[PATCH] D52984: [analyzer] Checker reviewer's checklist

Artem Dergachev via Phabricator via cfe-commits Fri, 19 Oct 2018 17:20:57 -0700

NoQ added a comment.

My take on the out-of-alpha checklist:


- The checker should be evaluated on a large codebase in order to discover 
crashes and false positives specific to the checker. It should demonstrate the 
expected reasonably good results on it, with the stress on having as little 
false positives as possible.
  - The codebase should contain patterns that the checker checks. It should 
ideally also contain actual bugs, but it is fine if the checker was inspired by 
a one-of-a-kind devastating bug while there aren't many other instances of this 
bug around.

- Warning and note messages should be clear and easy to understand, even if a 
bit long.
  - Messages should start with a capital letter (unlike Clang warnings!) and 
should not end with `.`.
  - Articles are usually omitted, eg. `Dereference of a null pointer` -> 
`Dereference of null pointer`.

- Static Analyzer's checker API saves you from a lot of work, but it still 
forces you into a certain amount of boilerplate code when it comes to managing 
entities specific to your checker:
  - Almost all path-sensitive checkers need their own `BugReporterVisitor` in 
order to highlight interesting events along the path - or at least a call to 
`trackNullOrUndefValue`. //(need to wait for https://reviews.llvm.org/D52758)//
    - For example, SimpleStreamChecker should highlight the event of opening 
the file when reporting a file descriptor leak.
  - If the checker tracks anything in the program state, it needs to implement 
the `checkDeadSymbols` callback to clean the state up.

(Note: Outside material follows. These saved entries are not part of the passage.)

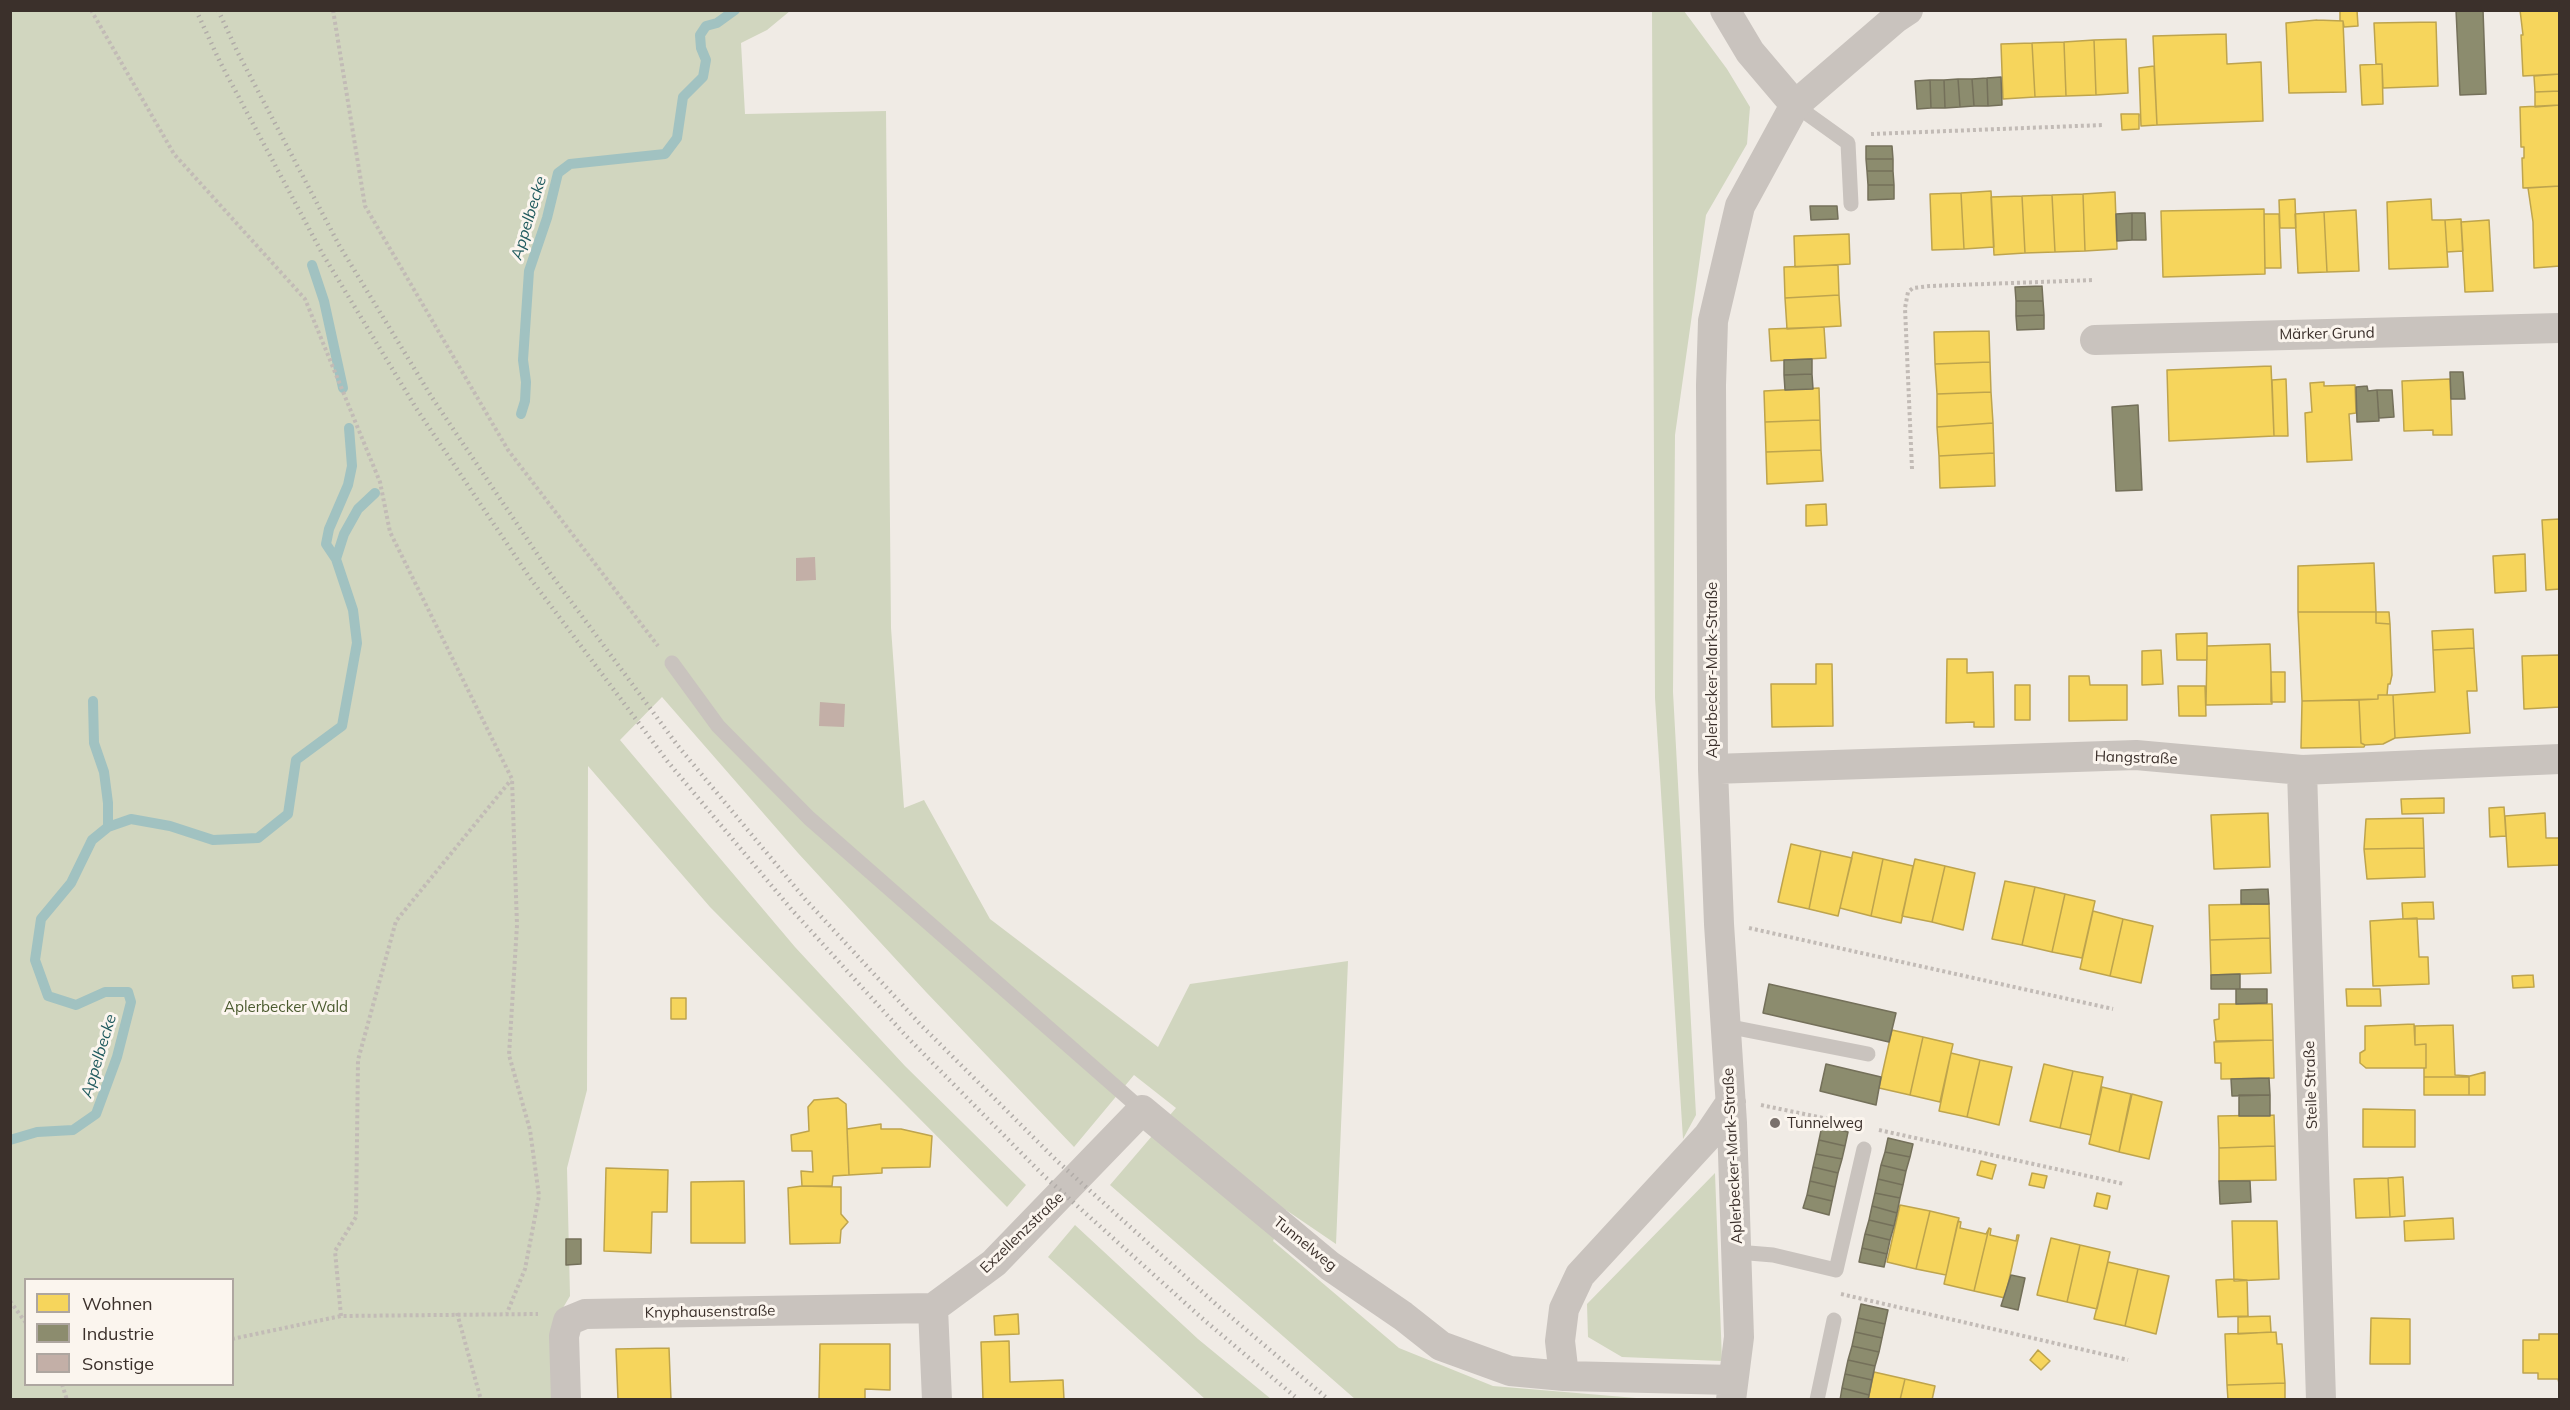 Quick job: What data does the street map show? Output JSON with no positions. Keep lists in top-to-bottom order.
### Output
{
  "streets": {
    "street": [
      "Märker Grund",
      "Aplerbecker-Mark-Straße",
      "Hangstraße",
      "Steile Straße",
      "Exzellenzstraße",
      "Tunnelweg",
      "Knyphausenstraße"
    ]
  },
  "crossings": [
    ["Aplerbecker-Mark-Straße", "Hangstraße"],
    ["Aplerbecker-Mark-Straße", "Tunnelweg"],
    ["Hangstraße", "Steile Straße"],
    ["Exzellenzstraße", "Tunnelweg"],
    ["Exzellenzstraße", "Knyphausenstraße"]
  ],
  "water": ["Appelbecke"],
  "parks": ["Aplerbecker Wald"],
  "places": ["Tunnelweg"],
  "legend": ["Wohnen", "Industrie", "Sonstige"]
} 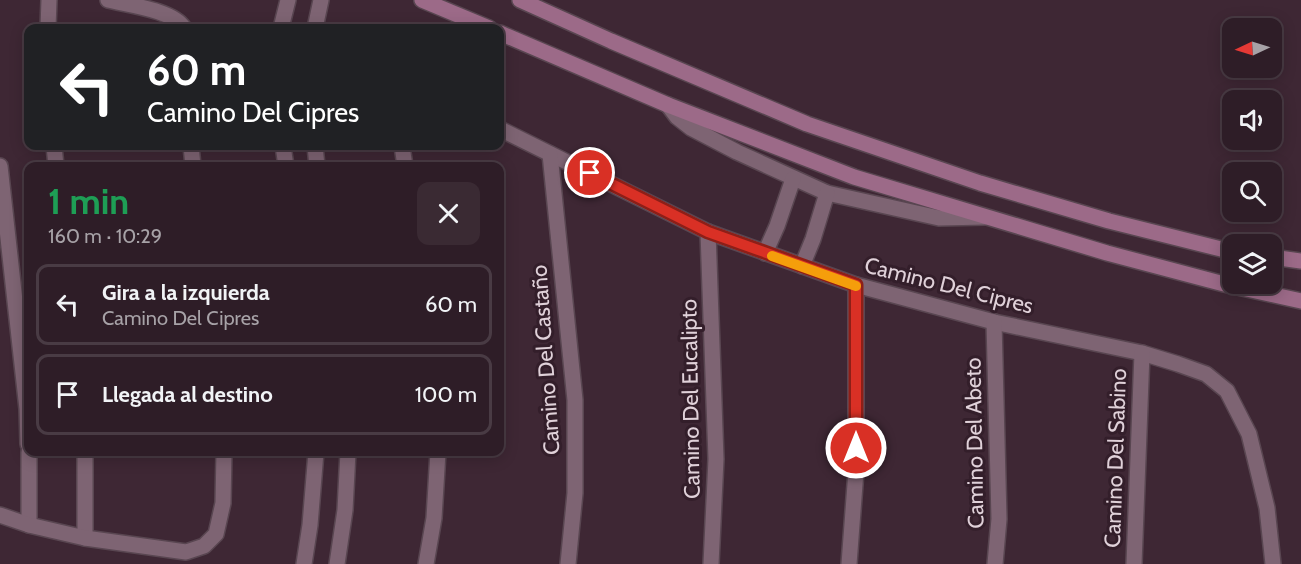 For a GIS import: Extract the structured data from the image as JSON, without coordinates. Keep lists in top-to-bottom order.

- Unless there's a strong indication that the user is willing to opt-in to a 
stricter checking, obvious false positives that could be caused by the checker 
itself should be fixed. For example:
  - If a checker tracks state of mutable objects enumerated by symbols, 
escaping symbols into unfamiliar functions must invalidate the state - for 
example, through `checkPointerEscape`.
    - For example, SimpleStreamChecker should drop its knowledge about an open 
file descriptor when it is passed into a function that may potentially close 
the descriptor. At the same time, it is fine to not escape closed descriptors.
  - If the checker is intentionally leaving a room for false positives, i.e., 
it checks for a coding standard that isn't critical to follow when it comes to 
formal correctness of the program, then there should be a cheap explicit way to 
suppress the warnings when the violation of the coding standard is intentional.
  - Fuzzy matching of API function or type names is generally dangerous when it 
may lead to false positives, fine otherwise.
    - For example, a checker for LLVM `isa<>` API shouldn't match it as `isa*`, 
so that it didn't accidentally make assumptions on how `isalpha` works.
    - It is perfectly fine to have some fuzziness for initial experiments in 
alpha - that's a great way to figure out which APIs you want to cover.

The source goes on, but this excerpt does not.